## Given records
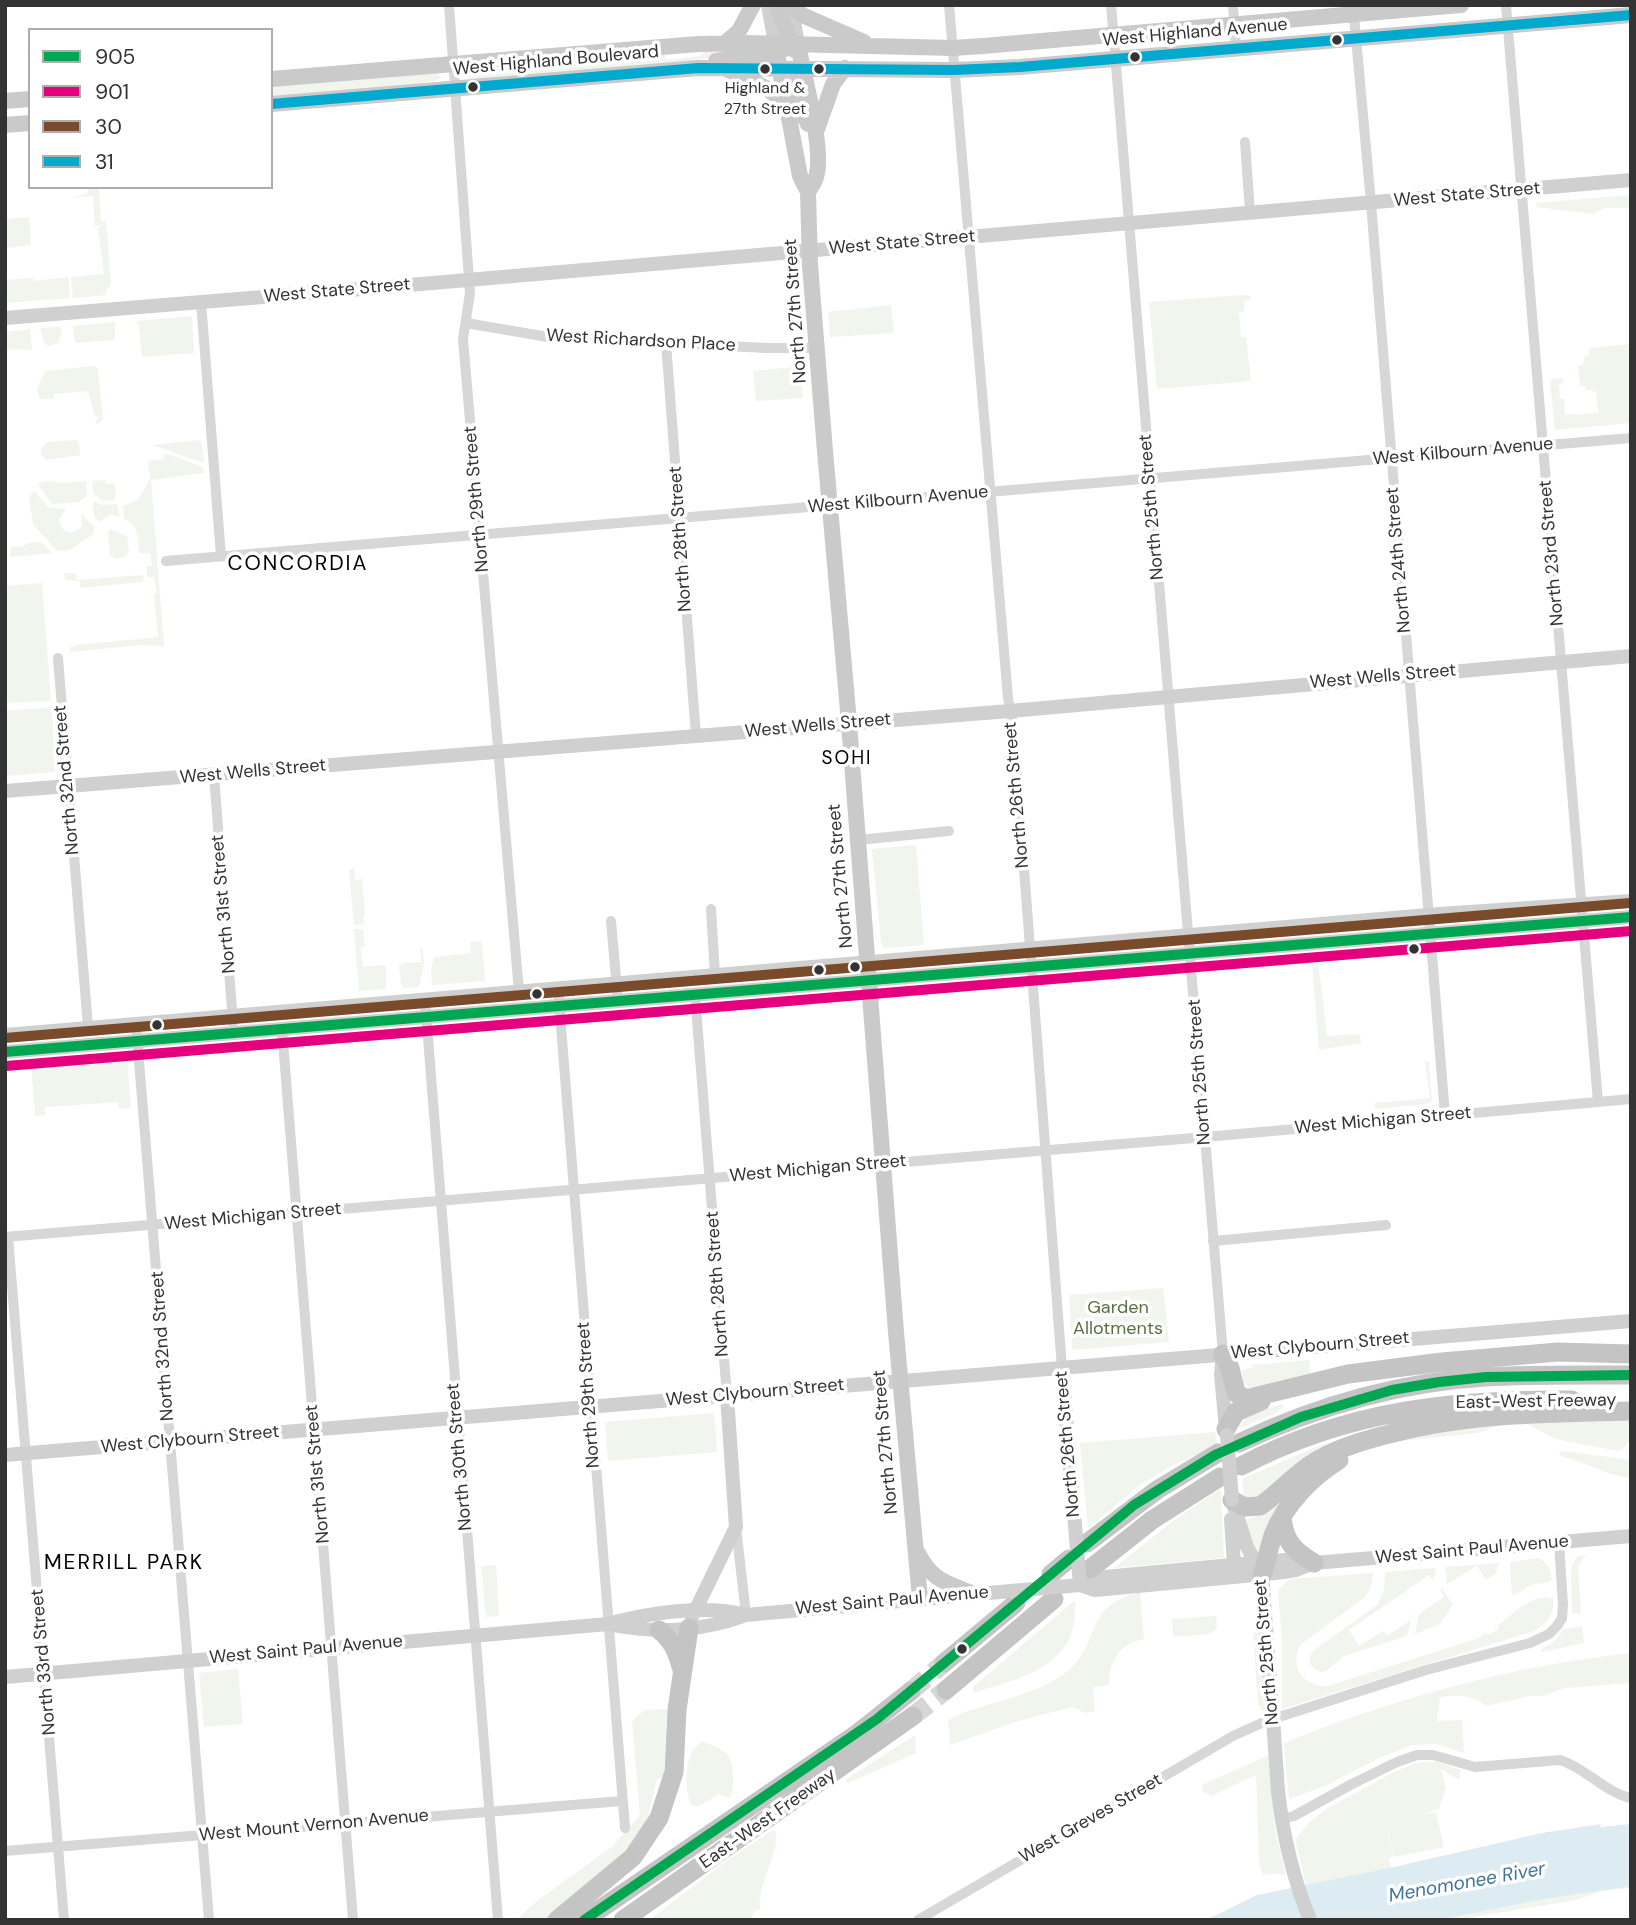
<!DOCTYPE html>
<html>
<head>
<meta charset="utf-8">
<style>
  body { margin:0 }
  #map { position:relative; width:1636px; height:1925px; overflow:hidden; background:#fff; font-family:"DM Sans",sans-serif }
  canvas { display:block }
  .frame { position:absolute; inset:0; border:7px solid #333; pointer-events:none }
  .legend { position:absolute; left:28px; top:28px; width:245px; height:161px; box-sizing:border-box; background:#fff; border:2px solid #adadad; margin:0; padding:9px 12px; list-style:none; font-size:21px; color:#333 }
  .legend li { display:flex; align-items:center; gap:14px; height:35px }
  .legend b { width:35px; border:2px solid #adadad }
</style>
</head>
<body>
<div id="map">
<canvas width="1636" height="1925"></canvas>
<div class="frame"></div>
<ul class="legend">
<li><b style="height:9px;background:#00a651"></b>905</li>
<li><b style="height:9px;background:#e5007d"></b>901</li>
<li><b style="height:9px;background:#7a4b2a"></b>30</li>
<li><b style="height:9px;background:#00a9ce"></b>31</li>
</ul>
</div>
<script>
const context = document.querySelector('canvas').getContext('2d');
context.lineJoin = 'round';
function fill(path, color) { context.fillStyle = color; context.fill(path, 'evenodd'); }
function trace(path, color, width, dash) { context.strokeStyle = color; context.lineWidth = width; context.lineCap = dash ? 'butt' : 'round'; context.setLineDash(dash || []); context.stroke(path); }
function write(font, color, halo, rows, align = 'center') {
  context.font = font + ' "DM Sans",sans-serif'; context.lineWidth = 7; context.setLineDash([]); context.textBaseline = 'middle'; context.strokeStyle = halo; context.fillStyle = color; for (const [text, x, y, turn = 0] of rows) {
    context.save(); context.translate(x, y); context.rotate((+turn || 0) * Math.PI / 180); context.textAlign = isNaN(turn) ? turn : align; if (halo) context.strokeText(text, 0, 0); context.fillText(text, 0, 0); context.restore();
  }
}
const green = new Path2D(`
  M707,49H756L680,63L476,80L467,78V75L499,66L666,52L665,56L667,60L700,56Z
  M438,73L441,77L437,80L408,86L271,97V84Z
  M90,187H99L101,221H106L111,285L106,290V295L73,298L71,277L104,274L98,229L101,224L95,227L93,196L70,198L86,194Z
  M1631,195V208H1604L1594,214L1536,207V203Z
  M29,217L31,245L5,248V219Z
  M68,277L70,298L5,303V280L33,278L34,281Z
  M1243,295L1251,296V300L1244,301V311L1239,312L1241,337H1246L1251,381L1157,389L1149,302Z
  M891,305L894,333L830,337L828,312Z
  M192,316L194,353L142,357L139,327L136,321Z
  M115,322V340L75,343L73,326Z
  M61,327V335L58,343L49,346L44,343L40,328Z
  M30,329L32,350L5,349V332Z
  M1631,344V423L1555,430L1550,380L1562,378L1563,383L1559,384L1560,399H1564L1565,415L1598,413L1596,392L1585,389V386H1580L1578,366L1583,365L1585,356H1589V348Z
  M95,366L98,369L103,420L97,424L95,423L98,417L95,416L88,391L54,394V399H40L37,389L45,371Z
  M795,367L801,372L803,398L756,401L753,371Z
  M76,440L79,443L80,455L46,460L41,454V448L48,442Z
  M201,440L204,463L152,445Z
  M165,453L203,467L204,473L151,480L164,646L140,645L70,652V647L77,645L158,637L154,594L157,593L154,577H147V566H152L150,553H140C137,538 140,526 124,519L123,506L138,500L150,479L148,461L163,459Z
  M105,480L106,484L115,483L116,497L114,500L103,501L94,494L92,481Z
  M56,481L57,483L86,481L87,496L79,502L52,504L38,485L42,482Z
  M34,491L48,507L66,509L59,519C61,534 74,537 82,525L81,514L94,526L93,534L71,549L63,551L56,550L33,524L29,497Z
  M94,501L102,505L117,504L120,517L110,515L99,522C93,519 92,507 94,501Z
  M111,529L127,536L129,552L125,557L116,559L110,555L108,532Z
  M41,542L52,553L10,557L11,546L23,547L27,543Z
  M64,573H75L77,580L144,575L143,582L80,588V581L65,580Z
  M42,583L51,701L5,703V586Z
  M52,707L55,772L5,776V711Z
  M916,845L924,945L884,948L881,943L872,849Z
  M354,867L355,880L362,879L365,916L363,917L364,924L354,925L349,871Z
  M354,929H363L365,947H361L363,967L383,965L386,967V989L359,991Z
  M482,941L485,981L432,985L431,970L434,957L471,953L470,942Z
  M420,949H423L424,963L419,987L404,988L401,984L399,966L402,963L421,962Z
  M1345,954V957L1318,960L1327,1036L1360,1034L1361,1043L1319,1050L1312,963H1304L1303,957Z
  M127,1055L131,1108L119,1109L118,1102L45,1107V1115L35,1116L31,1063Z
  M1425,1061L1429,1063L1432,1101L1427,1104L1375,1109V1103L1430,1098Z
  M1163,1288L1169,1342L1074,1350L1072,1348L1069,1295Z
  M1309,1360L1311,1376L1253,1391L1243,1383L1242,1370L1252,1368V1365Z
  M1282,1404L1284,1407L1276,1413L1239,1429C1246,1411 1264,1409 1282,1404Z
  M714,1413L717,1452L608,1461L605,1422Z
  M1631,1417C1631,1431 1633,1445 1618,1451L1556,1439L1527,1424H1500L1479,1433L1391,1442L1433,1427Z
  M1215,1432L1217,1445L1169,1467L1137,1487L1088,1529L1080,1443Z
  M1354,1435L1259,1500L1244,1497L1242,1479L1316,1447Z
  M1563,1451L1631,1460V1478C1604,1475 1586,1462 1560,1456L1559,1453Z
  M1221,1489L1224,1558L1114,1568L1177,1518Z
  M1284,1493L1262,1554L1257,1555L1246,1529L1247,1520L1260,1515Z
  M1586,1555L1578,1566L1581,1613H1572L1571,1568L1577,1556Z
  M1540,1558L1549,1567L1552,1580C1546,1584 1541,1583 1534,1584C1526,1586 1520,1594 1512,1595L1510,1562Z
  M1499,1563L1496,1573L1486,1580L1477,1566L1447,1584L1445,1567Z
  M496,1565L499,1616L486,1617L481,1566Z
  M1436,1568L1433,1581L1429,1575L1349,1630L1359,1646L1383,1631L1387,1636L1411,1620L1407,1636L1344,1656L1326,1671L1320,1672L1312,1667L1309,1658L1313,1651L1377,1605L1384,1591L1385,1572Z
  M1373,1573L1371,1587L1365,1597L1300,1645C1289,1667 1303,1687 1328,1686L1476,1639L1486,1633L1488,1635L1499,1629L1497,1626C1512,1615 1534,1591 1554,1599C1553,1614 1548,1624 1534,1631L1282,1709V1639L1278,1590L1290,1579Z
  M1442,1588L1453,1605L1440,1624L1415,1634L1419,1614L1444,1597L1440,1590Z
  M1140,1592L1144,1639C1121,1642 1108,1662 1109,1685L1093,1687L1095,1711L1085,1713L1072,1707L1018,1721L950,1745L948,1720C986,1700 1039,1698 1071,1668C1102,1638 1083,1607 1140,1592Z
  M1075,1600C1080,1666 1024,1677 973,1693V1687Z
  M1216,1616L1217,1628L1209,1634L1173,1637L1172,1619Z
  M1582,1626L1584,1643L1542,1652L1541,1650L1557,1639L1563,1629Z
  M1260,1632L1265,1704L1266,1712L1261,1710L1258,1703L1253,1633Z
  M1631,1653V1683L1565,1688L1543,1696H1530L1486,1706C1472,1694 1457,1695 1440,1697L1437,1721L1462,1720L1464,1753L1437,1744L1412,1745L1379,1758L1325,1786L1289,1799L1284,1743C1395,1698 1512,1666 1631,1653Z
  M238,1669L243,1724L204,1727L199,1673Z
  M667,1709L664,1777L657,1779L645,1829L628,1855L548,1920H516L537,1901L613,1846L640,1815L632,1721L645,1710Z
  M915,1735L916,1753L848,1783L845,1780Z
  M702,1741C726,1751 734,1753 733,1781C733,1788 733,1792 730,1798L719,1794L699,1806H692C685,1793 685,1769 691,1754C692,1750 698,1745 702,1741Z
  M1269,1755L1275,1830L1286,1876L1275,1873L1263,1875L1259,1864L1256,1775L1211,1796L1203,1791L1202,1785Z
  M1419,1762H1437L1461,1770L1459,1780L1441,1769L1446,1788L1439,1809L1417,1815L1436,1812L1444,1847L1394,1857L1386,1824L1393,1857L1389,1858L1391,1868L1306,1885L1295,1839L1310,1822L1328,1808L1396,1771Z
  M773,1830L776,1833C778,1858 757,1884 760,1909L754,1912L751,1920H649L729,1859Z
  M1631,1886V1888L1602,1891L1576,1900L1456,1920H1407L1545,1894Z`);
const water = new Path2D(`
  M1601,1824L1600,1827L1631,1824V1886L1544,1899L1438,1920H1206L1257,1895L1394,1867L1542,1833Z`);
const highwayTunnel = new Path2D(`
  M911,1691L944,1663
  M913,1716L946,1690`);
const street = new Path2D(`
  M449,5L470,293L463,339L519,992
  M949,5L1008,698L1013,724L1062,1368
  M1111,5L1223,1354
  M1233,5L1236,48
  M1353,5L1371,203L1445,1115
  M1506,5L1598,1102
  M1245,142L1250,212
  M201,302L221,556
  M466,323L548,337L766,348H817
  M666,343L696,736
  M166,561L1631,438
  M58,658L88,1027
  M214,775L233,1023
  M858,840L949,831
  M711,909L715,975
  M611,921L618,1001
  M558,989L625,1828
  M695,995L727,1396
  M425,1000L498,1920
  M136,1024L209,1920
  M282,1029L353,1920
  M5,1237L1194,1138L1631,1099
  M8,1237L64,1920
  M1213,1241L1386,1225
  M736,1527L746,1615
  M1282,1716L1426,1670L1530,1643L1549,1634L1557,1626L1562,1618L1563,1605L1559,1542
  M1281,1819L1294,1816L1352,1784L1397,1762L1417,1755H1433L1475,1767L1560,1760C1586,1768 1604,1792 1631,1798
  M5,1851L622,1801
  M918,1920L1233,1736L1266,1721`);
const secondary = new Path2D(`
  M768,5L775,44
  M791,5L798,44
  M5,318L386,287L1631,180
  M5,791L1010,711L1631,656
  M5,1035L1440,914L1631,901
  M5,1052L1631,917
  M1223,1354L1221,1374L1226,1430
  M1062,1368L1076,1537
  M5,1455L1631,1321
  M1232,1500L1247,1547L1262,1575L1272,1704
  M1231,1519L1234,1565
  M1080,1585L1094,1578L1295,1559L1314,1563L1631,1536
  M1080,1585L1095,1590L1276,1573L1296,1570L1314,1563
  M692,1617L736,1527L727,1396
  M613,1625C657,1634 704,1631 746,1615L1011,1591
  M5,1677L608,1624C647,1613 706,1604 746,1615
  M1278,1791C1283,1836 1293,1878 1310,1920`);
const primary = new Path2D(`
  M777,5L794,50
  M792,5L802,15L864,42
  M725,43L739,31L753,5
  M775,44L800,176L808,192L810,265L825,451L848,711L896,1332L920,1599
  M716,61L777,52L798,44C803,74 825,151 816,177C815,182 811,187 808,192
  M728,70L766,88L787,104
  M790,73L799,105L808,124
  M271,79L698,44L746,43L953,48L983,46L1461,5
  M5,101L30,99
  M271,104L698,68L954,70L1020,67L1631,15
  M5,125L30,123
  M816,132L833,84L845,68
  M918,1553C932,1581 946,1582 973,1594`);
const highway = new Path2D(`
  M1223,1354L1230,1368L1236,1393L1246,1399L1348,1374L1442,1362L1558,1352L1631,1354
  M1226,1429L1236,1412L1261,1401
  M1239,1443C1317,1406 1400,1382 1486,1377C1534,1374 1583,1375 1631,1375
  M1241,1466C1348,1410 1454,1399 1572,1400
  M1232,1500L1245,1507L1260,1506C1281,1492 1296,1472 1318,1460C1342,1446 1367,1440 1393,1433C1471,1413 1550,1413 1631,1411
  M1282,1517C1284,1541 1294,1551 1314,1563
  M1087,1543L1157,1490L1218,1453
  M1090,1569L1152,1520L1220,1477
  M1051,1574L1069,1559
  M1262,1575C1267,1561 1269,1546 1274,1533C1286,1503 1312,1477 1339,1460
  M659,1630C672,1640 677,1651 681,1667
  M944,1663L1016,1603
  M946,1690L1054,1599
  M557,1920L633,1857L659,1818L674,1772L677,1710L689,1628
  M584,1920L858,1733L911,1691
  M623,1920L913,1716`);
const secondaryBridge = new Path2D(`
  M1227,1435L1232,1500
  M1011,1591L1080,1585L1076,1537
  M1272,1704L1278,1791`);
const bus1 = new Path2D(`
  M5,1052L1631,917
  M584,1920L877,1719L1134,1505L1215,1455L1301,1417L1392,1390L1439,1382L1486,1377L1631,1375`);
const bus2 = new Path2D(`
  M6,1066L1631,931`);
const bus3 = new Path2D(`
  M5,1038L1630,903`);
const bus4 = new Path2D(`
  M271,104L698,68L954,70L1020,67L1631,15`);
const markers = [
  [1337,40,6,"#333"],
  [1135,57,6,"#333"],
  [765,69,6,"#333"],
  [819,69,6,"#333"],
  [473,87,6,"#333"],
  [1414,949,6,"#333"],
  [855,967,6,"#333"],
  [819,970,6,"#333"],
  [537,994,6,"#333"],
  [157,1025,6,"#333"],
  [962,1649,6,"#333"]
];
const busNames = [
  ["Highland &",765,89],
  ["27th Street",765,110]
];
const streetNames = [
  ["West Highland Avenue",1195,33,-5],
  ["West Highland Boulevard",556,61,-5],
  ["West State Street",1467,195,-5],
  ["West State Street",902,243,-5],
  ["West State Street",337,291,-5],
  ["North 27th Street",796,311,-94],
  ["West Richardson Place",641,341,3],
  ["West Kilbourn Avenue",1463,452,-5],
  ["North 29th Street",477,499,-95],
  ["West Kilbourn Avenue",898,500,-5],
  ["North 25th Street",1152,507,-95],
  ["North 28th Street",681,539,-94],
  ["North 23rd Street",1552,553,-95],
  ["North 24th Street",1399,560,-95],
  ["West Wells Street",1383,677,-5],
  ["West Wells Street",818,726,-5],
  ["West Wells Street",253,772,-5],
  ["North 32nd Street",67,780,-95],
  ["North 26th Street",1017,795,-95],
  ["North 27th Street",841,876,-95],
  ["North 31st Street",224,904,-95],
  ["North 25th Street",1200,1072,-94],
  ["West Michigan Street",1383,1121,-5],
  ["West Michigan Street",818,1169,-5],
  ["West Michigan Street",253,1217,-5],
  ["North 28th Street",718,1284,-94],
  ["North 32nd Street",163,1346,-94],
  ["West Clybourn Street",1320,1346,-5],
  ["West Clybourn Street",755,1393,-5],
  ["North 29th Street",589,1395,-94],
  ["East-West Freeway",1536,1402,-1],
  ["West Clybourn Street",190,1440,-5],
  ["North 27th Street",886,1442,-95],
  ["North 26th Street",1068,1444,-95],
  ["North 30th Street",460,1457,-95],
  ["North 31st Street",318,1474,-95],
  ["West Saint Paul Avenue",1472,1550,-5],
  ["West Saint Paul Avenue",892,1601,-5],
  ["West Saint Paul Avenue",306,1650,-5],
  ["North 25th Street",1267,1652,-95],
  ["North 33rd Street",44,1662,-95],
  ["East-West Freeway",768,1819,-35],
  ["West Greves Street",1091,1819,-30],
  ["West Mount Vernon Avenue",314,1826,-5]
];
const parkNames = [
  ["Garden",1118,1308],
  ["Allotments",1118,1329]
];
const neighbourhoodNames = [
  ["SOHI",847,759]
];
const waterNames = [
  ["Menomonee River",1467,1883,-10]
];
const quarterNames = [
  ["CONCORDIA",298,564],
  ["MERRILL PARK",124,1563]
];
fill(green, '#f1f5ed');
fill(water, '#ddebf3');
trace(highwayTunnel, '#d6d6d6', 19, [19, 10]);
trace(street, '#d7d7d7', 10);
trace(secondary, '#d0d0d0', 14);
trace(primary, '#cacaca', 16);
trace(highway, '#c4c4c4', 19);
trace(secondaryBridge, '#d0d0d0', 14);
trace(bus1, '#00a651', 10);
trace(bus2, '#e5007d', 10);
trace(bus3, '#7a4b2a', 10);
trace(bus4, '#00a9ce', 10);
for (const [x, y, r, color] of markers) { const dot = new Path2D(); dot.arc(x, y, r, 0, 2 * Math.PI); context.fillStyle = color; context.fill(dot); trace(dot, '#fff', 2.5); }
write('16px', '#333', '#fff', busNames);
write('18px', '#333', '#fff', streetNames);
write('18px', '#56703f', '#fff', parkNames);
context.letterSpacing = '2px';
write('19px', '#000', '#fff', neighbourhoodNames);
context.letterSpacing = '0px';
write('italic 19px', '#3f7597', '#fff', waterNames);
context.letterSpacing = '2px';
write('21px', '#000', '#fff', quarterNames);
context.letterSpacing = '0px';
</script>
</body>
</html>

## What you will do
Your answer should consist of the lines from the listing that hold the word "center".

## Task output
  .legend li { display:flex; align-items:center; gap:14px; height:35px }
function write(font, color, halo, rows, align = 'center') {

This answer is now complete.